Task details: I need the number of lines in the following entries that hold the word "Keep", and no other text.

Information shown:
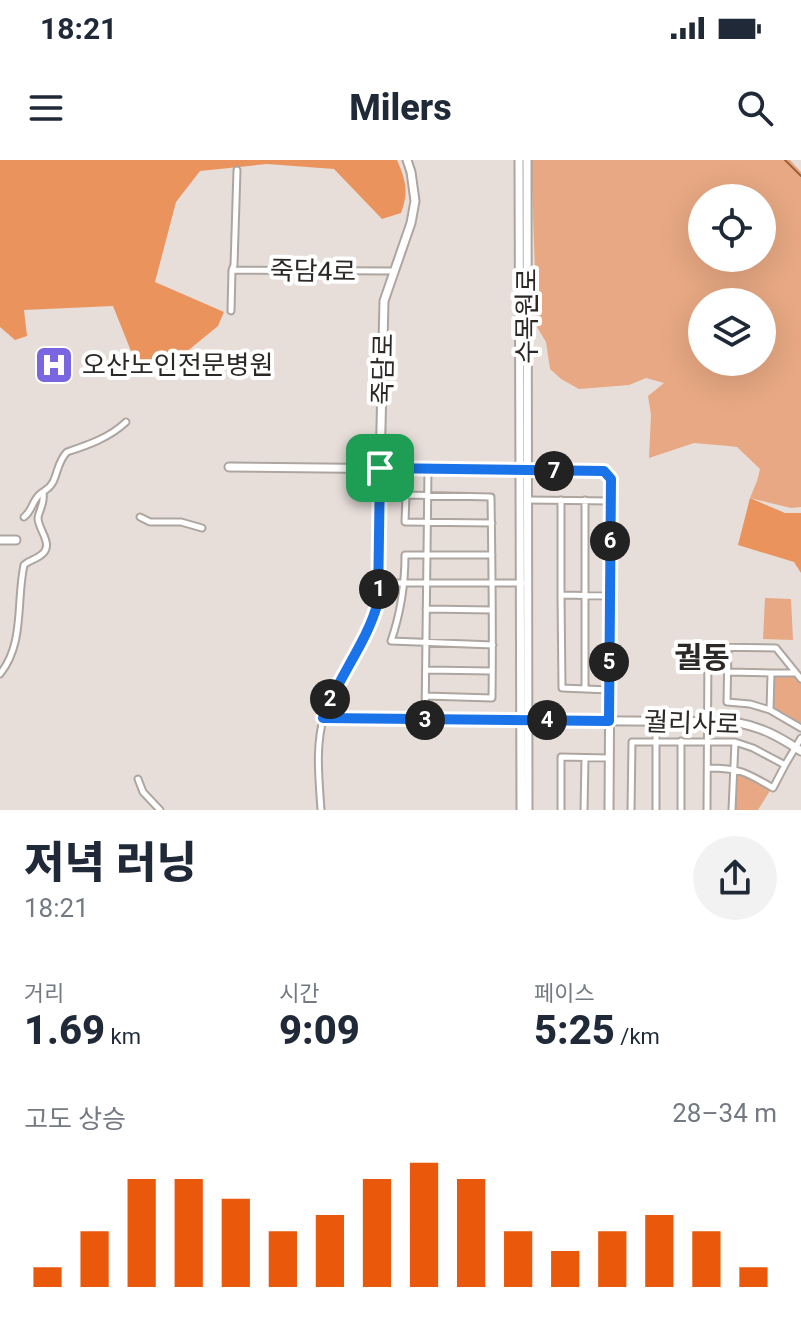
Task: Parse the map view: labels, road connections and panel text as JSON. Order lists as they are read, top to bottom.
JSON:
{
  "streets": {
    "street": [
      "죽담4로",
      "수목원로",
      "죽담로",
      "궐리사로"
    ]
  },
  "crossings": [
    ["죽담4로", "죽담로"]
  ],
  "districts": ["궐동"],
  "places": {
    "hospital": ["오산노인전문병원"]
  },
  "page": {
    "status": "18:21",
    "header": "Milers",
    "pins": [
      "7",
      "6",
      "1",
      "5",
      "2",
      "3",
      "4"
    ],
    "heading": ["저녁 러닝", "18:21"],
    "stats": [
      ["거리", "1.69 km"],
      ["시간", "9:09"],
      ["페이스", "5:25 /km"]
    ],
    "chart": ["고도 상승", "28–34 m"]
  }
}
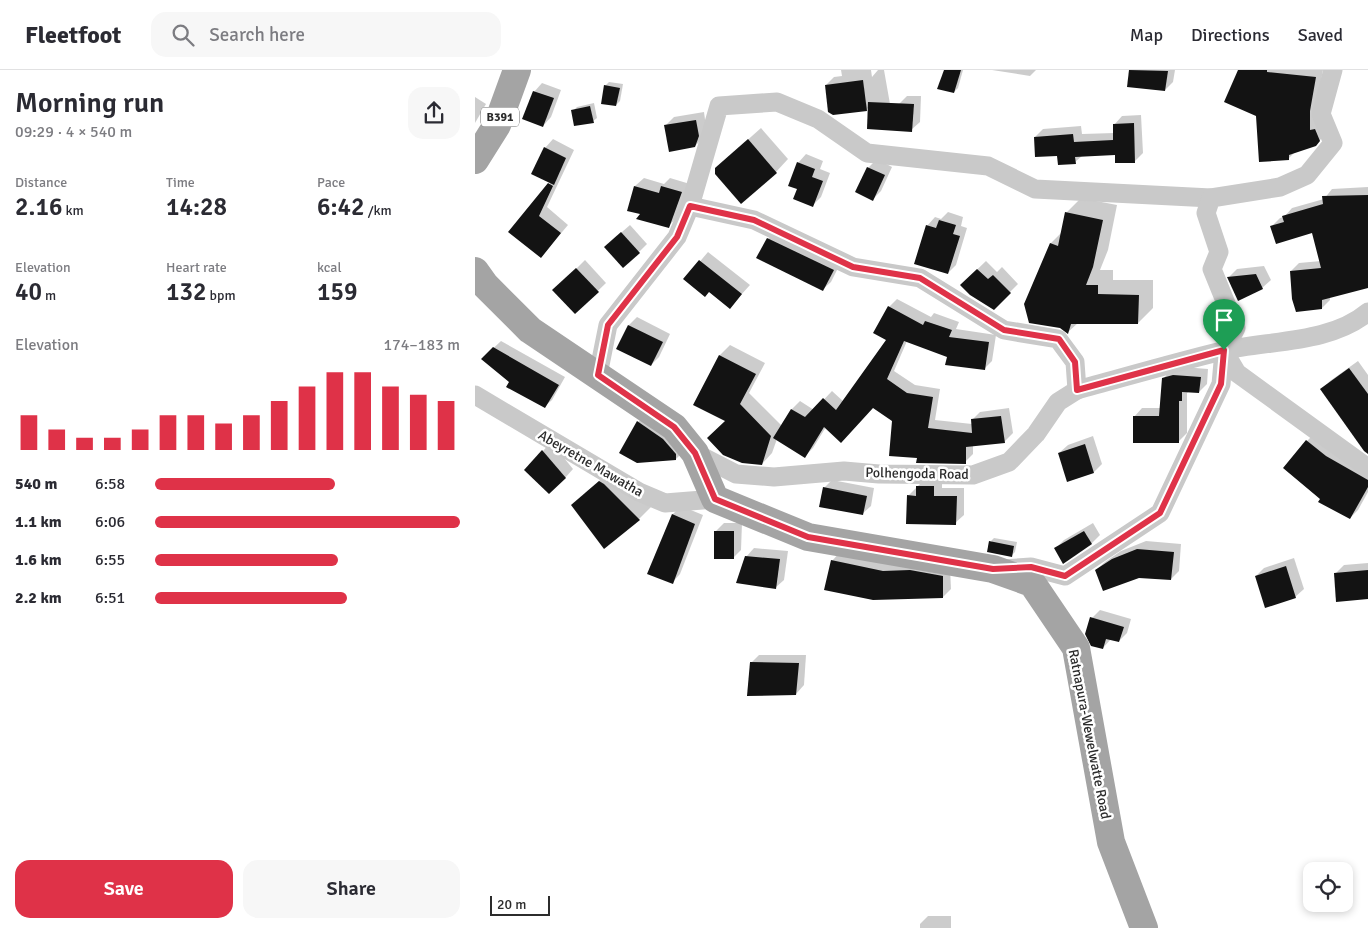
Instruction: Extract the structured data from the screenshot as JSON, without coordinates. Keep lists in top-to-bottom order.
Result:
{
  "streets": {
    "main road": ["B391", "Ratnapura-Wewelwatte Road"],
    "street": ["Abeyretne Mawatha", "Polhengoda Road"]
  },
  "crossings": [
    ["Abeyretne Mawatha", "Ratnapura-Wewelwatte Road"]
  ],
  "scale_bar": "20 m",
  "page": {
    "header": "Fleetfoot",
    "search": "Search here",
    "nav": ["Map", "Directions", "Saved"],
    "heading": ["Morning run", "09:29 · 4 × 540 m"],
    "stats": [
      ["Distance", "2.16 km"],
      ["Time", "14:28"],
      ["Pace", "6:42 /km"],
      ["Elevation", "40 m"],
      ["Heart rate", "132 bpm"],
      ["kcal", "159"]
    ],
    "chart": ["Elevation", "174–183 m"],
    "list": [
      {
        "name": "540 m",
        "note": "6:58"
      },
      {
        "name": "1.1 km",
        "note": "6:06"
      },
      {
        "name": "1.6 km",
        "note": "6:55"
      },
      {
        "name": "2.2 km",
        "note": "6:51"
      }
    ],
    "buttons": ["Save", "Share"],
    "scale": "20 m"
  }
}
* * *
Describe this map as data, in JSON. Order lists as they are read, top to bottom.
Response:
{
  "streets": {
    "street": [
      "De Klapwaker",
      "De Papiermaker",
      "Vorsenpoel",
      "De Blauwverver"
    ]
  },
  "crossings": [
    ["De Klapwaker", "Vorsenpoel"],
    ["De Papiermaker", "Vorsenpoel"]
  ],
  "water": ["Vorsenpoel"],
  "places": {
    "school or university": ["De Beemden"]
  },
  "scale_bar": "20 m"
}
==
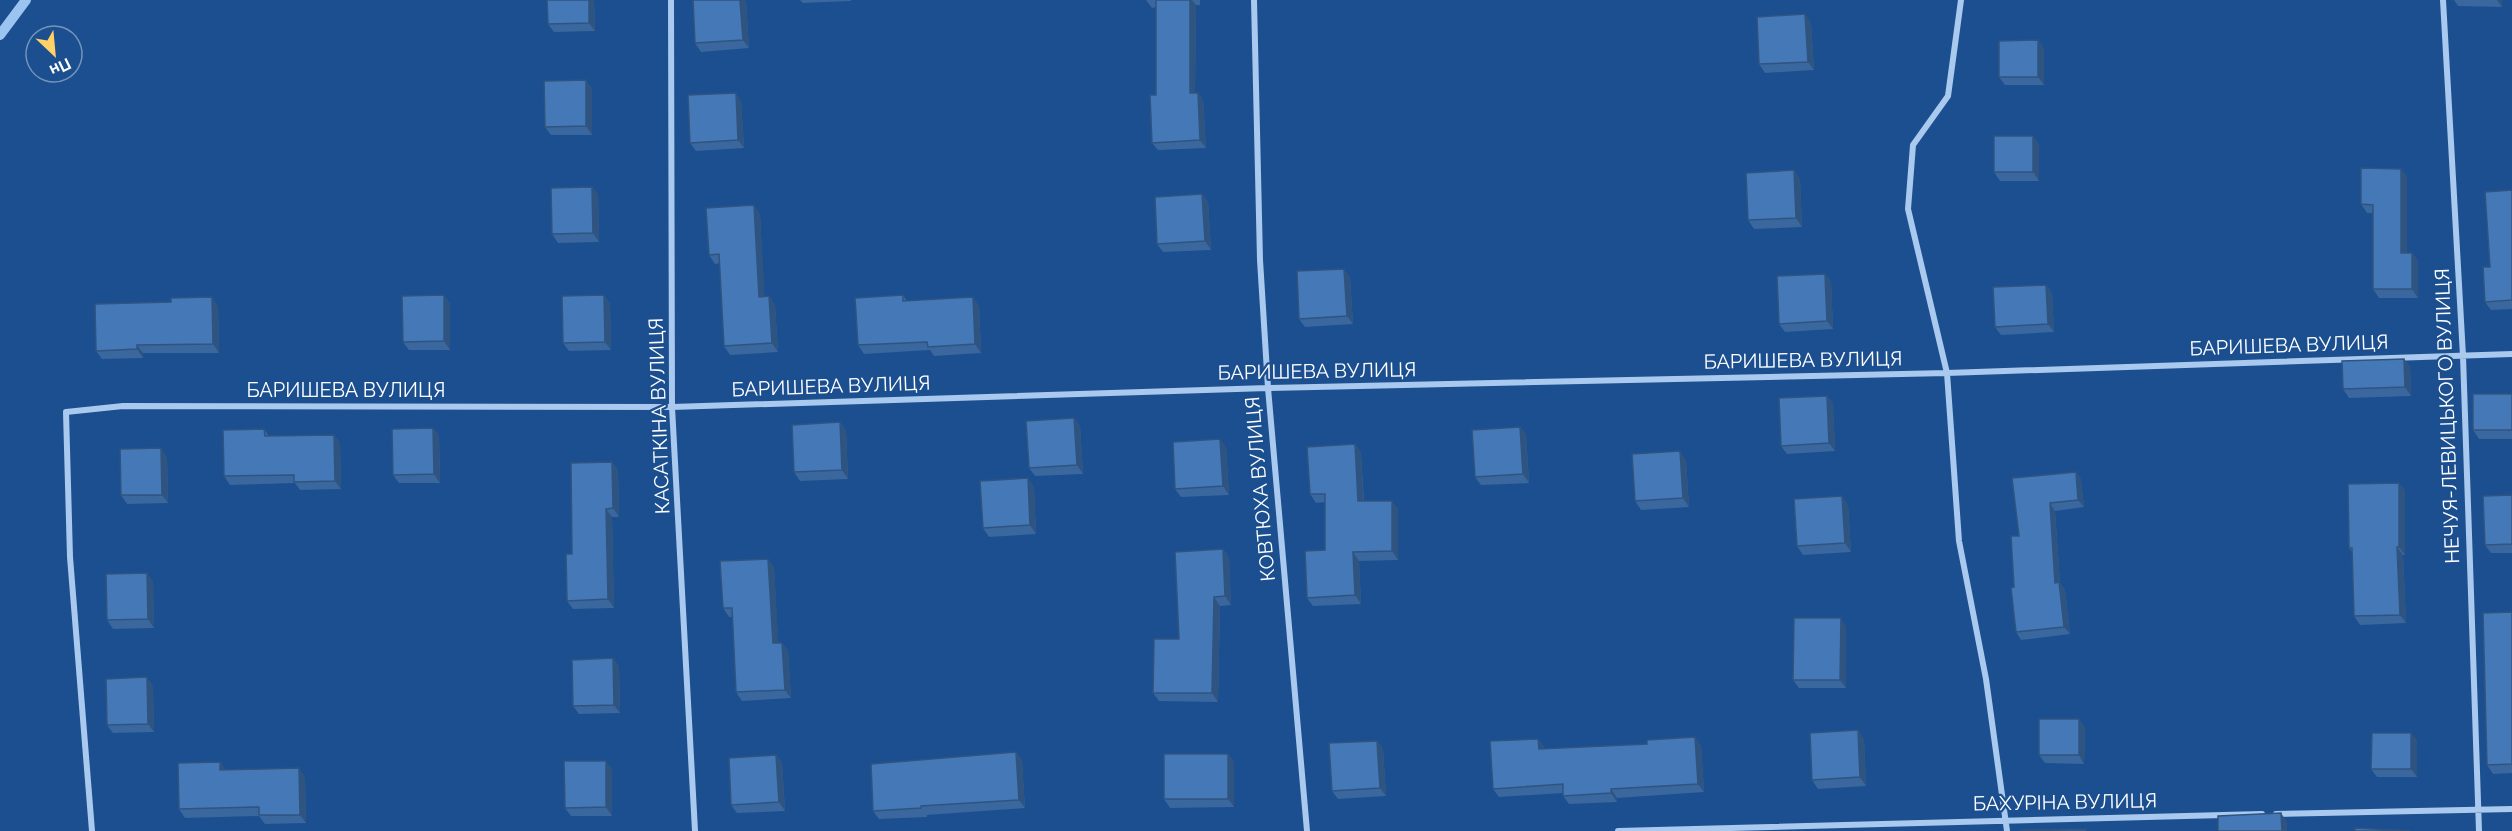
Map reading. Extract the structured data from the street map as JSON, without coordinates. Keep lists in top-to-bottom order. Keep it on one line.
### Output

Solution for this task: 2